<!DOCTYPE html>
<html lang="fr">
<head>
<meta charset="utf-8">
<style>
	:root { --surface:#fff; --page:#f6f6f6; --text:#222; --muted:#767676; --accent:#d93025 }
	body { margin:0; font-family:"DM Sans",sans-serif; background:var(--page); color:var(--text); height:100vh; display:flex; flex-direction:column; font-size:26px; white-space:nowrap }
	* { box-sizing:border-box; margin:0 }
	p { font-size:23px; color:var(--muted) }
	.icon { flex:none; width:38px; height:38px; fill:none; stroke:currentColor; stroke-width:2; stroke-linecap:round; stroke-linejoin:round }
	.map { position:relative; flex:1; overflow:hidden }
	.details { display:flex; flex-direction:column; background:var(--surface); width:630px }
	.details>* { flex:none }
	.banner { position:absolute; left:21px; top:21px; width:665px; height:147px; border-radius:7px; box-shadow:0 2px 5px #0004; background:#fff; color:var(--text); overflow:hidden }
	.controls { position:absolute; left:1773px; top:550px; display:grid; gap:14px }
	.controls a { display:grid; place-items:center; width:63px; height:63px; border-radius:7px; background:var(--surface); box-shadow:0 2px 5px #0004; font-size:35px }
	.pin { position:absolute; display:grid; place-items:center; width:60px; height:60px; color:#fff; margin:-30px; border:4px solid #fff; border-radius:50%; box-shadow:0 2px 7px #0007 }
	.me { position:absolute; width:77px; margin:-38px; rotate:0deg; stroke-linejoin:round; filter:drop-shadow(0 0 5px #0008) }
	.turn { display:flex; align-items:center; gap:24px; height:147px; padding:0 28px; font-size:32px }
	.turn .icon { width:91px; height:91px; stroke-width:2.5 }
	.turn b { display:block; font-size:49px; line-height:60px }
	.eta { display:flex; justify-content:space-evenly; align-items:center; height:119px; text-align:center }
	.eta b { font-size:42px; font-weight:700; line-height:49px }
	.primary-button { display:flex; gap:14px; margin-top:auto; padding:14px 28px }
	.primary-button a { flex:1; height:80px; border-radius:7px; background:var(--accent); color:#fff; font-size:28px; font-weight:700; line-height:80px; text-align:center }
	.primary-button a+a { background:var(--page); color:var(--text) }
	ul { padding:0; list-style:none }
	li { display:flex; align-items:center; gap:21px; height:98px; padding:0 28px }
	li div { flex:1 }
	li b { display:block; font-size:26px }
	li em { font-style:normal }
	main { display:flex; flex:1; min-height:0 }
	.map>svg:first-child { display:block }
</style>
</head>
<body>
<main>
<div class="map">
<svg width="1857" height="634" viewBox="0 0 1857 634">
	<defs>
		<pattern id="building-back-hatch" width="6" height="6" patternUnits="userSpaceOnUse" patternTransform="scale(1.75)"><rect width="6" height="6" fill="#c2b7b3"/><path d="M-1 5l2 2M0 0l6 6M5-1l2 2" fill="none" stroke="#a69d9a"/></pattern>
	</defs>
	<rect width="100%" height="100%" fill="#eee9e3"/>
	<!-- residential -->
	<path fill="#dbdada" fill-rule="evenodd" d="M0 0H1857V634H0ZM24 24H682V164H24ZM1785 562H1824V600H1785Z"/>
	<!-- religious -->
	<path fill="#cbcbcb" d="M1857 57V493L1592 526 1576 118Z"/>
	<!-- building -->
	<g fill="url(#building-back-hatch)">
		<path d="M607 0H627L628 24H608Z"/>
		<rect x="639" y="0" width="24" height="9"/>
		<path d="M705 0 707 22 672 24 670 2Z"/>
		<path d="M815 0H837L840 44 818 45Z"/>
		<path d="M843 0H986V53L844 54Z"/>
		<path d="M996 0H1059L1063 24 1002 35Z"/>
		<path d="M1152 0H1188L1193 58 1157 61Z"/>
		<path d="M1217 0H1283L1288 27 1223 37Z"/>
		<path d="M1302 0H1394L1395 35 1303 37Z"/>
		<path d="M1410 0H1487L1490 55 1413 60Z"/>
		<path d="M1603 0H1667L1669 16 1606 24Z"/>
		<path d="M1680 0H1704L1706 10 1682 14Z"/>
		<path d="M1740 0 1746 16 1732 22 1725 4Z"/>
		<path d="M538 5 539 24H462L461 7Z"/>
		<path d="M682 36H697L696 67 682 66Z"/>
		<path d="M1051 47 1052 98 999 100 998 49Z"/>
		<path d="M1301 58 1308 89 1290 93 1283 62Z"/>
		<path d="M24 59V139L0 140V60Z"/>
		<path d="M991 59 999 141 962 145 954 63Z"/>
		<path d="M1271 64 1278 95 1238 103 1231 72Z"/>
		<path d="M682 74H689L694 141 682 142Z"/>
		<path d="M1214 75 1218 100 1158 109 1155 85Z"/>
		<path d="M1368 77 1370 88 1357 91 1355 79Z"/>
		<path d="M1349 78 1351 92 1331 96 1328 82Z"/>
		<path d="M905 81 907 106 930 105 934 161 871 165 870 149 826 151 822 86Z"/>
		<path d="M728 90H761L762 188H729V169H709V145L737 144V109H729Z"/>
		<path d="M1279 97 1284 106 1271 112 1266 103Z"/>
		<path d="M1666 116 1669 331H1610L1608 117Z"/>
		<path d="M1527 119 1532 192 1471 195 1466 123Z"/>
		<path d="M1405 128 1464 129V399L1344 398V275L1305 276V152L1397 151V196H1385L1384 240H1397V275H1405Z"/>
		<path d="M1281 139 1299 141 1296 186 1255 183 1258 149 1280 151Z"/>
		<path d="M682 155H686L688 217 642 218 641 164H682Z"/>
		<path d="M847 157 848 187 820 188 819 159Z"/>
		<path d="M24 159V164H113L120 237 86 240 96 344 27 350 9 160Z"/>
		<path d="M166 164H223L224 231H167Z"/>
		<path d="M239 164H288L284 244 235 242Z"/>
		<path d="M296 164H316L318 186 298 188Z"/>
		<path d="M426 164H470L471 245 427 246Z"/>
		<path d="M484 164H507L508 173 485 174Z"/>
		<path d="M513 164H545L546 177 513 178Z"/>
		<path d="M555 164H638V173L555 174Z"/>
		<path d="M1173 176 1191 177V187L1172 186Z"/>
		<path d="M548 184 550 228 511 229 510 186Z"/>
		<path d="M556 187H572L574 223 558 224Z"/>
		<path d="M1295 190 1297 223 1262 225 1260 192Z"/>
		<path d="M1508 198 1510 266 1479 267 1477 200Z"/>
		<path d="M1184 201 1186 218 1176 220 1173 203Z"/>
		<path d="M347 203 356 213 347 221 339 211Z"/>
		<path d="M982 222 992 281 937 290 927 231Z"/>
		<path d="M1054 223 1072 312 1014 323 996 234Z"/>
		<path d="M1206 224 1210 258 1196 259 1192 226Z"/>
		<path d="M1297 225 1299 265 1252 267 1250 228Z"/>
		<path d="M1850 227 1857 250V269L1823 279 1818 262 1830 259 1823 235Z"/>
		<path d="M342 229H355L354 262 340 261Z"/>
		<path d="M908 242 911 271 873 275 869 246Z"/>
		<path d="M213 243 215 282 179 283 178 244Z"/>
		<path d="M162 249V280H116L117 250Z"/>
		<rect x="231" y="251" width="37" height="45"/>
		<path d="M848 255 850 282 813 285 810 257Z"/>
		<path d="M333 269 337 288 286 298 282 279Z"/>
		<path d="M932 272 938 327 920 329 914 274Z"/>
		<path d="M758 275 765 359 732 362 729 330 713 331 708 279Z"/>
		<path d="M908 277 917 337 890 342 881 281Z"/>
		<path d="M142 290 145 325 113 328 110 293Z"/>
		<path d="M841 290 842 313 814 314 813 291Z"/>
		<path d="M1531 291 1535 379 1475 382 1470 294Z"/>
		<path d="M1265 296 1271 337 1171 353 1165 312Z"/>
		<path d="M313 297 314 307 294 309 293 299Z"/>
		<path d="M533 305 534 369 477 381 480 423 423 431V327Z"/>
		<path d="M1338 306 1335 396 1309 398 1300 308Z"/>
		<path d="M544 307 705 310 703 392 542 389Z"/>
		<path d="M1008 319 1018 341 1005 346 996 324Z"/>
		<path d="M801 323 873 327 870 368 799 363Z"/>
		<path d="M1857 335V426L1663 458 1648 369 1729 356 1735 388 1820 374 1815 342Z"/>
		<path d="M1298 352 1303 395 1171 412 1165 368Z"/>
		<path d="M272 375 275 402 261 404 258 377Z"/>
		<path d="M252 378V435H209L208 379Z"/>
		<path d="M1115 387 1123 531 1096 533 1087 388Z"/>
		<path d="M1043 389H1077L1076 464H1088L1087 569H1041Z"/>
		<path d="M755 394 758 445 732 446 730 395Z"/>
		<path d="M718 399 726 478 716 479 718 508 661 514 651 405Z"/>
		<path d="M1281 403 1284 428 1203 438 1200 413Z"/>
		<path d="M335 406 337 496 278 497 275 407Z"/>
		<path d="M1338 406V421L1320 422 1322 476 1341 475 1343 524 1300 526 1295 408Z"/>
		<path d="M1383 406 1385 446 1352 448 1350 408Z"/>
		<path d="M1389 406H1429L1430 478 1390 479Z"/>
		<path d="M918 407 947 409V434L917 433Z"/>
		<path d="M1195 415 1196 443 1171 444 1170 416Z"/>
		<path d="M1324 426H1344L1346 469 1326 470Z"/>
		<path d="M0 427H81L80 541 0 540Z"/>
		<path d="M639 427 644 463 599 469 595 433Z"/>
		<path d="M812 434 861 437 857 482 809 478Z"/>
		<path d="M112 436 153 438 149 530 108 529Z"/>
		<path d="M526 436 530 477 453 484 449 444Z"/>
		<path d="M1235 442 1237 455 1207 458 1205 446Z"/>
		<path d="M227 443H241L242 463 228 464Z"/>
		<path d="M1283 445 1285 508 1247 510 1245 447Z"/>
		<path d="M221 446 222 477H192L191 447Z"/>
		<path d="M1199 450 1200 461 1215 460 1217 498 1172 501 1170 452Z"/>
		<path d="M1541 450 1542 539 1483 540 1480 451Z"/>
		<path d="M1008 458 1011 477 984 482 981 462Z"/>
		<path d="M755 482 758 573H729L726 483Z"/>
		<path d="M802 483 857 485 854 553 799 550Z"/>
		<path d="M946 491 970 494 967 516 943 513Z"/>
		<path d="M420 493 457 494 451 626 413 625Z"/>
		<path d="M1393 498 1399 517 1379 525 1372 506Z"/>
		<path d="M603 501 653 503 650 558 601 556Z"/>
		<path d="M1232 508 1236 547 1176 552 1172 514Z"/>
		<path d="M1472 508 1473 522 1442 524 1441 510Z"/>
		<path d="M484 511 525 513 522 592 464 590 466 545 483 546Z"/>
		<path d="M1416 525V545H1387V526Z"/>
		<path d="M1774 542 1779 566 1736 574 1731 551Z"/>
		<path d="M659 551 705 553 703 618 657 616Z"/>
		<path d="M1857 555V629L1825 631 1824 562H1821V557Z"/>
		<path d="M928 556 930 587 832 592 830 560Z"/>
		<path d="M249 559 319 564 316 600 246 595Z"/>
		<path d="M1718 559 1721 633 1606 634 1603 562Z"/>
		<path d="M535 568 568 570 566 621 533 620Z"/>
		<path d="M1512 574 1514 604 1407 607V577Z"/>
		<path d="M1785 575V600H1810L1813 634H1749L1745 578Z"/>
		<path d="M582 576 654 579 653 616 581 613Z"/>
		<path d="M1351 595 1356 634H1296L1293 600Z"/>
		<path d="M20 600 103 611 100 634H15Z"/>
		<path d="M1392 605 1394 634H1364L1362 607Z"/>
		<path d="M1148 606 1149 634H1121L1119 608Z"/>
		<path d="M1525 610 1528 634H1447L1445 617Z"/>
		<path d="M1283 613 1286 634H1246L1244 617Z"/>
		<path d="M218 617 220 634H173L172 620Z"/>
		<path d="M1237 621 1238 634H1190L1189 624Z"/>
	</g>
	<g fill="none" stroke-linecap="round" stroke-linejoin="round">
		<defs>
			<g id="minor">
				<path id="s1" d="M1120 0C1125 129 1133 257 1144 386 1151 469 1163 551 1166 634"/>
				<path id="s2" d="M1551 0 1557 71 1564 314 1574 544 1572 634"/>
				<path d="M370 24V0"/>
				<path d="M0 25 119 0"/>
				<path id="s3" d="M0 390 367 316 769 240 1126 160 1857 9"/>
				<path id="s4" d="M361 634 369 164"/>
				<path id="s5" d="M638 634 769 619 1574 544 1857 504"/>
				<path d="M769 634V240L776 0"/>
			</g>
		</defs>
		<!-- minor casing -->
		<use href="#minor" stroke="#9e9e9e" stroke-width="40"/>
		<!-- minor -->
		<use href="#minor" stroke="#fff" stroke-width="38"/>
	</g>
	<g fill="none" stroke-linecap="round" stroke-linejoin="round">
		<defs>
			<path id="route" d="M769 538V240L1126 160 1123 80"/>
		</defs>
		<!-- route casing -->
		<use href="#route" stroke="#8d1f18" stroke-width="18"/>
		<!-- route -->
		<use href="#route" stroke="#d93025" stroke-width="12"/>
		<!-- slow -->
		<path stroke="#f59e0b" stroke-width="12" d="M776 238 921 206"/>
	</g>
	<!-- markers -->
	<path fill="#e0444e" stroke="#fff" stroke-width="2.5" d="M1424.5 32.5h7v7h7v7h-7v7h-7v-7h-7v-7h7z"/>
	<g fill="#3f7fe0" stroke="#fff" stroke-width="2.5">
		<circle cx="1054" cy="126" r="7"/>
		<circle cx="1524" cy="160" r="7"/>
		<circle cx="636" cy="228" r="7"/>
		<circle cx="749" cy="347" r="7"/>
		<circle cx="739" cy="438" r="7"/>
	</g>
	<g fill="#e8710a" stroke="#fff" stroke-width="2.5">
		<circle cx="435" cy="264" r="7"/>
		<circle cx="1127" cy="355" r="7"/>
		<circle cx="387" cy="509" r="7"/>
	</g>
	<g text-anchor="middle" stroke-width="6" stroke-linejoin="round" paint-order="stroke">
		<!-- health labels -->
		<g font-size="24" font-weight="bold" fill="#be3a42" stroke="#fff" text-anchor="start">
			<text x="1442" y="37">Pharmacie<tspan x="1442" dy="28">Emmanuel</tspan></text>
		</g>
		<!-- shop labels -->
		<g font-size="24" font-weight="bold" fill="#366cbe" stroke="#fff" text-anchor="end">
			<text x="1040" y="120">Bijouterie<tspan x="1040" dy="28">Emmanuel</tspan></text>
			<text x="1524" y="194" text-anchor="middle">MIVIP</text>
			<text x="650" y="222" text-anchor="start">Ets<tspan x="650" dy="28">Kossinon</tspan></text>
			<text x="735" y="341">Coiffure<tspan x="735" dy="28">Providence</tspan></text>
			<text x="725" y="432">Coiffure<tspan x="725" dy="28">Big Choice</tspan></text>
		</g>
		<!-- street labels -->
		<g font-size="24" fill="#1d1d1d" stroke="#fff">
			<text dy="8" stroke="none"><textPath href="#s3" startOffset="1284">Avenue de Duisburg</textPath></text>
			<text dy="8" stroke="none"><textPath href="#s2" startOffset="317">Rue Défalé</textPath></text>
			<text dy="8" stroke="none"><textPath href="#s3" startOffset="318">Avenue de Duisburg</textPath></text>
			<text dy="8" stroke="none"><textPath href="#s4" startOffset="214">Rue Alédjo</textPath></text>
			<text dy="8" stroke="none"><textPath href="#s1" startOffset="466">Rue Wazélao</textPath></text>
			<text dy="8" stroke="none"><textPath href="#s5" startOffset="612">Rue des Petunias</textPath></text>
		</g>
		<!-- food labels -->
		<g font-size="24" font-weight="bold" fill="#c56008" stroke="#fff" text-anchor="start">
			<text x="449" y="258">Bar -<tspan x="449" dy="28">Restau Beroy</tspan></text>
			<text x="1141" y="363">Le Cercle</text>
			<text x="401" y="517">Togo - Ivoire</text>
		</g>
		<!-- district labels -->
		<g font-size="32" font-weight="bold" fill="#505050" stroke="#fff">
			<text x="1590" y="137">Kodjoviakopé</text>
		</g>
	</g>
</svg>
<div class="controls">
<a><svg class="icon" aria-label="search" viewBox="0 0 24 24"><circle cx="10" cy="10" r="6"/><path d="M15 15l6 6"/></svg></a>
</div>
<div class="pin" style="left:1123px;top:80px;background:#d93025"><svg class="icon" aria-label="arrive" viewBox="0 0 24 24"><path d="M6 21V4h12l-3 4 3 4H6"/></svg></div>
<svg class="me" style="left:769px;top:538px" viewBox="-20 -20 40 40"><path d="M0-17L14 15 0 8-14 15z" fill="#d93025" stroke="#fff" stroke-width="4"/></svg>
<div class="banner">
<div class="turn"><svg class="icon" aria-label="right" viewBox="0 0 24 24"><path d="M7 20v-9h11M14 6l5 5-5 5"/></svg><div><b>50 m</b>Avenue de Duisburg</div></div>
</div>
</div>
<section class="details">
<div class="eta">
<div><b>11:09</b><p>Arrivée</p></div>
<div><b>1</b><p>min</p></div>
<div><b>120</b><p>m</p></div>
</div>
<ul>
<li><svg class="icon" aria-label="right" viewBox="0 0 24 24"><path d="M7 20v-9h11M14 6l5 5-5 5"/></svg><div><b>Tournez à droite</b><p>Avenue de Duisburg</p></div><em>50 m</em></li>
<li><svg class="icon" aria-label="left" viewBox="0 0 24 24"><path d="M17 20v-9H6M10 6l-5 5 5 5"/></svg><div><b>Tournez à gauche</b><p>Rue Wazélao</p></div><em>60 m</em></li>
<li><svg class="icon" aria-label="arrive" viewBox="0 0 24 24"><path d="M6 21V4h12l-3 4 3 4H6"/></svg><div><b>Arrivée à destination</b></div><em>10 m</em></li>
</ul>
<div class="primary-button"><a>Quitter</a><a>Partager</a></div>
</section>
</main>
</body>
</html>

======

Within the listing above, the range opens at the line with "<!-- markers -->" and closes at the line with "<!-- health labels -->". Reproduce exactly the lines of that range, including both ends.

▶ _Completed task_:
	<!-- markers -->
	<path fill="#e0444e" stroke="#fff" stroke-width="2.5" d="M1424.5 32.5h7v7h7v7h-7v7h-7v-7h-7v-7h7z"/>
	<g fill="#3f7fe0" stroke="#fff" stroke-width="2.5">
		<circle cx="1054" cy="126" r="7"/>
		<circle cx="1524" cy="160" r="7"/>
		<circle cx="636" cy="228" r="7"/>
		<circle cx="749" cy="347" r="7"/>
		<circle cx="739" cy="438" r="7"/>
	</g>
	<g fill="#e8710a" stroke="#fff" stroke-width="2.5">
		<circle cx="435" cy="264" r="7"/>
		<circle cx="1127" cy="355" r="7"/>
		<circle cx="387" cy="509" r="7"/>
	</g>
	<g text-anchor="middle" stroke-width="6" stroke-linejoin="round" paint-order="stroke">
		<!-- health labels -->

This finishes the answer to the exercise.